The Los Angeles Times headline screamed: ROCKET SCIENTIST KILLED IN PASADENA EXPLOSION. The man known as Jack Parsons, a maverick rocketeer who helped transform a derided sci-fi plotline into actuality, was at first mourned as a scientific prodigy. But reporters soon uncovered a more shocking story: Parsons had been a devotee of the city’s occult scene.
Fueled by childhood dreams of space flight, Parsons was a leader of the motley band of enthusiastic young men who founded the Jet Propulsion Laboratory, a cornerstone of the American space program. But Parsons’s wild imagination also led him into a world of incantations and orgiastic rituals - if he could make rocketry a reality, why not black magic?

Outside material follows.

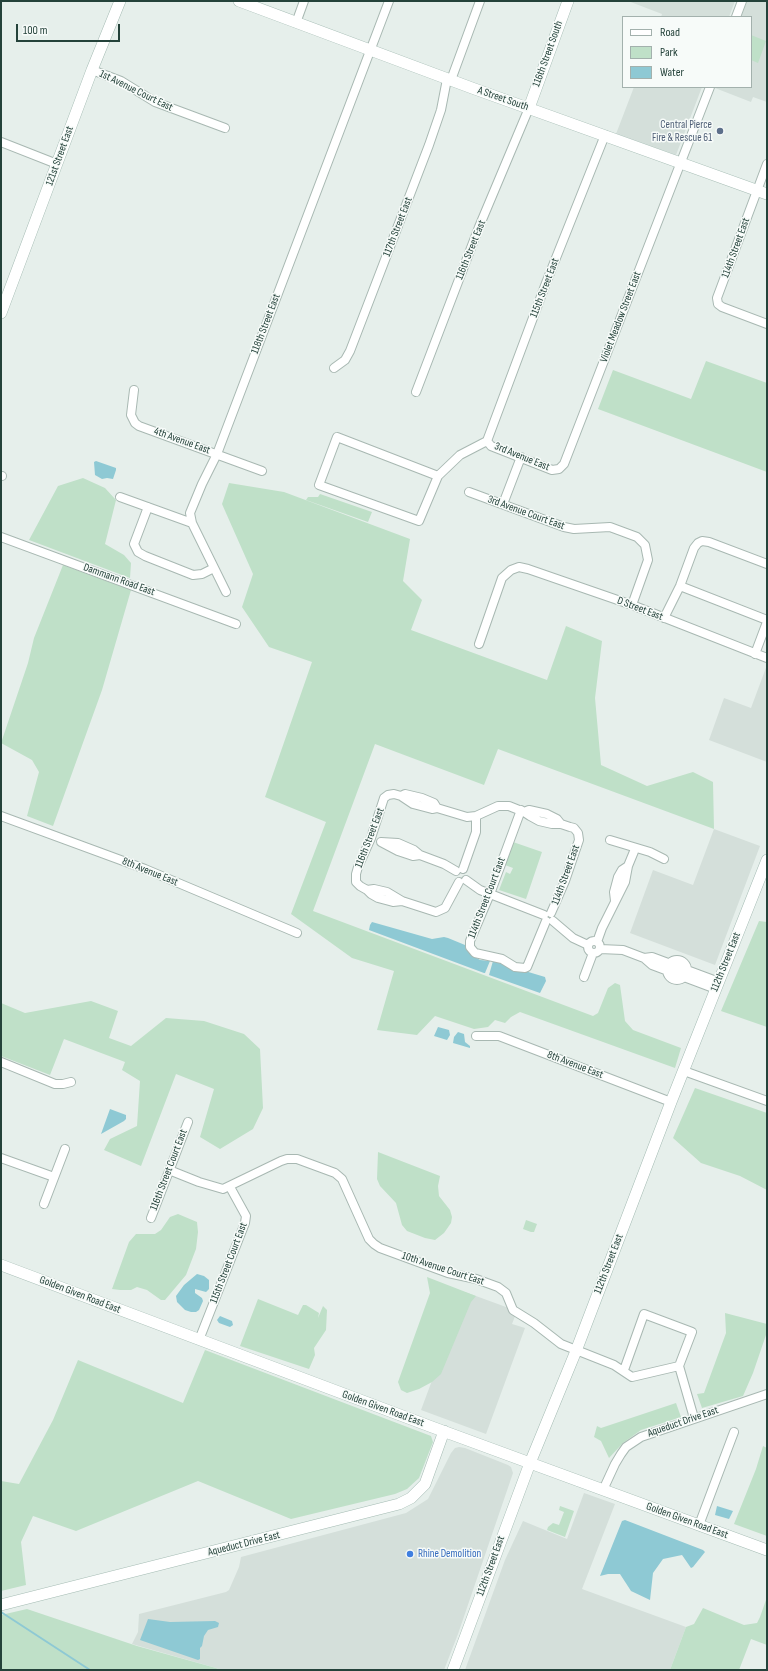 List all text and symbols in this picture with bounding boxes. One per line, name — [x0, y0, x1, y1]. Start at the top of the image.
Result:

George Pendle re-creates the world of John Parsons in this dazzling portrait of prewar superstition, cold war paranoia, and futuristic possibility. Peopled with such formidable real-life figures as Howard Hughes, Aleister Crowley, L. Ron Hubbard, and Robert Heinlein, Strange Angel explores the unruly consequences of genius.
The basis for a new miniseries created by Mark Heyman and produced by Ridley Scott, this biography “vividly tells the story of a mysterious and forgotten man who embodied the contradictions of his time . . . when science fiction crashed into science fact. . . . [It] would make a compelling work of fiction if it weren’t so astonishingly true” (Publishers Weekly).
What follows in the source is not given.